Please refer to the build documentation at "Specifying the Hadoop Version" for detailed guidance on building for a particular distribution of Hadoop, including building for particular Hive and Hive Thriftserver distributions.

16,156

Author by

Scott Cumming

Updated on June 20, 2022

Comments

Scott Cumming almost 2 years

My understanding was that Spark is an alternative to Hadoop. However, when trying to install Spark, the installation page asks for an existing Hadoop installation. I'm not able to find anything that clarifies that relationship.

Secondly, Spark apparently has good connectivity to Cassandra and Hive. Both have sql style interface. However, Spark has its own sql. Why would one use Cassandra/Hive instead of Spark's native sql? Assuming that this is a brand new project with no existing installation?
Daniel Darabos almost 9 years

Fantastic answer! On the Hive vs Spark SQL front it may be insightful to mention that Hive is in the process of adopting Spark as its execution backend (as an alternative to MapReduce).
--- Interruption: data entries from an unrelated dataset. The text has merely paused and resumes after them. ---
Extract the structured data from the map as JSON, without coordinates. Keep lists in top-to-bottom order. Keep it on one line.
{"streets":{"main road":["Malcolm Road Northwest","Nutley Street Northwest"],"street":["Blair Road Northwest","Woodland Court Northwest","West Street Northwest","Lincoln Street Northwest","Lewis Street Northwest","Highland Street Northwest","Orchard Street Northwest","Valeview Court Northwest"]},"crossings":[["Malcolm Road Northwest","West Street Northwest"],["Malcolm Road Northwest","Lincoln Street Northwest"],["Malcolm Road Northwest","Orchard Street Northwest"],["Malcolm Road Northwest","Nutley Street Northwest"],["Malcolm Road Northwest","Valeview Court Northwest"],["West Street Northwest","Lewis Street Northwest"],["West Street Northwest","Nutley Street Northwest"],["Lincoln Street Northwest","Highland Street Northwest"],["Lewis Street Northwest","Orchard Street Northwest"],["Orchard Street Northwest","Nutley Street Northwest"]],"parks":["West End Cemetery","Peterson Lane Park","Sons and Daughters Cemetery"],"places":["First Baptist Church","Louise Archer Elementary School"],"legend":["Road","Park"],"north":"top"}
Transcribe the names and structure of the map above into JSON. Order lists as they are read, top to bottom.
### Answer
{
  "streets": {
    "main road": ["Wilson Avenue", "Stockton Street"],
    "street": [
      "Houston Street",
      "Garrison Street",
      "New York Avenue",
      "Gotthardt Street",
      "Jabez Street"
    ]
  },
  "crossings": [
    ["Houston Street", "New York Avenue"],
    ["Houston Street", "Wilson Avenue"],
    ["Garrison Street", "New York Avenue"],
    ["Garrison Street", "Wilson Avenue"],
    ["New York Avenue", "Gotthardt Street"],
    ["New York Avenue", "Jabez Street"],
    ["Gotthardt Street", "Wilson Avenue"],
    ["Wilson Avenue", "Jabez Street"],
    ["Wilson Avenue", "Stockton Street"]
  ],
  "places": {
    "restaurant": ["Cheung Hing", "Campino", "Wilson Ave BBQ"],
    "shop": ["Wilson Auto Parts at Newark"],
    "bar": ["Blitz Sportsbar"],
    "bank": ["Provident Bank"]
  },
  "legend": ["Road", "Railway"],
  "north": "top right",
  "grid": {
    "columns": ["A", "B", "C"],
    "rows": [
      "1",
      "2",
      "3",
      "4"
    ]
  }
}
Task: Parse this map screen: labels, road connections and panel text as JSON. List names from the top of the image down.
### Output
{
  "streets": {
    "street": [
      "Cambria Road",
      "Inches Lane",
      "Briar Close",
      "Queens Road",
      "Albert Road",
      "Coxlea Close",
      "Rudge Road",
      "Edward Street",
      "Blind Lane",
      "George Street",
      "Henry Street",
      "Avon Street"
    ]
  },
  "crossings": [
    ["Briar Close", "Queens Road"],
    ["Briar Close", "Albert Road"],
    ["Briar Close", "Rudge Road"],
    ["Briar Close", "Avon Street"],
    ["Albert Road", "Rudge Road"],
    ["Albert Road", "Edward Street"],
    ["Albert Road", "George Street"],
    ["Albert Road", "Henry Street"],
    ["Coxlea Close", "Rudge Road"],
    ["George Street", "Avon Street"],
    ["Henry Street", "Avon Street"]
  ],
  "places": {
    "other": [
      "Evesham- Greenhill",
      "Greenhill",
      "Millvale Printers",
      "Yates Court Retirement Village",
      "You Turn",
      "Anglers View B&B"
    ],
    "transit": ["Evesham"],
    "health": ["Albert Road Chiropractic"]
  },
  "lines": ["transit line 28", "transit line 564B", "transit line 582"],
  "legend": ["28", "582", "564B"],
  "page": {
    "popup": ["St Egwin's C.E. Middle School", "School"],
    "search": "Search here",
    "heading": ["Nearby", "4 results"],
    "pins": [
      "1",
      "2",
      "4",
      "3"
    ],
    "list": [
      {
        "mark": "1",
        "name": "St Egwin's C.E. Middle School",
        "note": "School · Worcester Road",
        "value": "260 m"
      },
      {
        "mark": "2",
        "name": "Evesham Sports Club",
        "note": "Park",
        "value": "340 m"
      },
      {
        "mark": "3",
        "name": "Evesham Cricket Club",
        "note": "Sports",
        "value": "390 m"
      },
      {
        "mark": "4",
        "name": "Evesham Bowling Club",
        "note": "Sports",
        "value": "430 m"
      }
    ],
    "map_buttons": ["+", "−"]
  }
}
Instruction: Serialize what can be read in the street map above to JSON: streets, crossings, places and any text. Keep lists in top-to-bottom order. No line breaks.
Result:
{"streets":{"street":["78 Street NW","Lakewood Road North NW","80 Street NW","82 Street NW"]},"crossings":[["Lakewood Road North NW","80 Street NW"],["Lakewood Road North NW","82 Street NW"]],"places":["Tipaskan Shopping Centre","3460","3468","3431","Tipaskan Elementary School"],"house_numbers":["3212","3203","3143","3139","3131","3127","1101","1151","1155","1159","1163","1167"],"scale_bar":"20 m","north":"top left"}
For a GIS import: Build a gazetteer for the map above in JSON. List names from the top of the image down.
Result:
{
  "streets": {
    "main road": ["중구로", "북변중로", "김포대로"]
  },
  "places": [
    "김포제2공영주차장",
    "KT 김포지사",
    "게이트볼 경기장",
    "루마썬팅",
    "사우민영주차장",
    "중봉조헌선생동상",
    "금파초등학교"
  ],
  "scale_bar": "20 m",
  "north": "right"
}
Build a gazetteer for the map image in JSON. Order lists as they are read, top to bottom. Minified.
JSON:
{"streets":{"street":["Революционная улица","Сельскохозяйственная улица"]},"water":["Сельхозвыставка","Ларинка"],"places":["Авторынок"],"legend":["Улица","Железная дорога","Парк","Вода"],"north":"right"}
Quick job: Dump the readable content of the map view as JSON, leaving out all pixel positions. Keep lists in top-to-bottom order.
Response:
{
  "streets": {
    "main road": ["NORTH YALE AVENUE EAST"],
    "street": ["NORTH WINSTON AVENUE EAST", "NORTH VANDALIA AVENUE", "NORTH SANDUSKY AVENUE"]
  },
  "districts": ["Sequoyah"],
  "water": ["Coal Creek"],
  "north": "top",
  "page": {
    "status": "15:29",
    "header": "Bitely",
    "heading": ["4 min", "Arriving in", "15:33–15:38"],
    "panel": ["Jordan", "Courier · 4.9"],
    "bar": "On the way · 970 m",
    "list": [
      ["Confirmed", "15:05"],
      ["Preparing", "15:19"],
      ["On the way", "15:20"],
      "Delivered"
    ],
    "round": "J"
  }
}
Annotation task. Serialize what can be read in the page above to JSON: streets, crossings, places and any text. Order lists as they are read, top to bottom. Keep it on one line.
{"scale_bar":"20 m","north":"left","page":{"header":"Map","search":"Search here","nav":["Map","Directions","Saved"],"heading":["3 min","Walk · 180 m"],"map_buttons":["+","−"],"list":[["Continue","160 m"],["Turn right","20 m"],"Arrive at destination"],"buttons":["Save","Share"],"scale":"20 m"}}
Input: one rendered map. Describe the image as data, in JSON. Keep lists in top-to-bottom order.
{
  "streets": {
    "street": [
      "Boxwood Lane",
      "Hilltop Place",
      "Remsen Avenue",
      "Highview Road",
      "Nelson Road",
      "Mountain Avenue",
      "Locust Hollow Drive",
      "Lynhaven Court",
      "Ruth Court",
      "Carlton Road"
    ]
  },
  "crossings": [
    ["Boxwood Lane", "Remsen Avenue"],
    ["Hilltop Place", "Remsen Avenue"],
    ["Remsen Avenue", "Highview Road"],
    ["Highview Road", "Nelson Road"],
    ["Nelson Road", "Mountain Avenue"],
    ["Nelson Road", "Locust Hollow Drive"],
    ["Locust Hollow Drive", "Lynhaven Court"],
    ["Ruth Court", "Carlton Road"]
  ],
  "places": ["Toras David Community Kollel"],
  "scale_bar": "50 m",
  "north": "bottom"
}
I think at that point the difference between Hive and Spark SQL will just be the query execution planner implementation.
Scott Cumming almost 9 years

I was assuming that Spark's RDDs are stored on HDFS and that it probably uses hadoop's zookeeper and other infrastructure. You seem (@Jim Meyer) seem to be implying that spark doesn't have a hard dependency and spark has its own counter-parts to those components?
Scott Cumming almost 9 years

Also, I keep reading about spark being an in-memory system. I'm looking at a system to handle around two terra-bytes (compressed) data every day. There is no way I keep keep it in memory, even when using a cluster of computers. If I need to bring disks into play, where does that leave spark? Does it lose its edge over hadoop/cassandra/hive or does it still have something to offer?
Scott Cumming almost 9 years

nice article. you mention that spark can run in stand-alone mode. however, their own download page doesn't give me that option. that's what started the confusion. all download options reference hadoop!
Scott Cumming almost 9 years

you also mention that spark should have memory equal to the data being processed. however, spark's landing page claims 10x improvement over hadoop for disk based processed (100x for memory based). did you find that they had something interesting to offer for disk based data as well? for massive data, do they have an alternative to hdfs?
Jim Meyer almost 9 years

Spark likes to have a lot of memory to work with. If your data doesn't all fit into memory, Spark will have to evict some data from memory, which of course will reduce performance. To process 2TB/day, you'd usually break it up into smaller processing chunks than a day (e.g. process one hour at a time, etc.)
sascha10000 almost 9 years

i know it's a little bit late for the answer but I was stressed out. My topic was more the hadoop side and spark was just popping up, so I'm not really sure whether it's loading the whole data into the memory or if it's only loading parts but I think the second point is more reasonable. Regarding to my conclusion I think you don't need the same amount of storage for the memory but you need a lot. I think it's interesting to take a close look on this topic.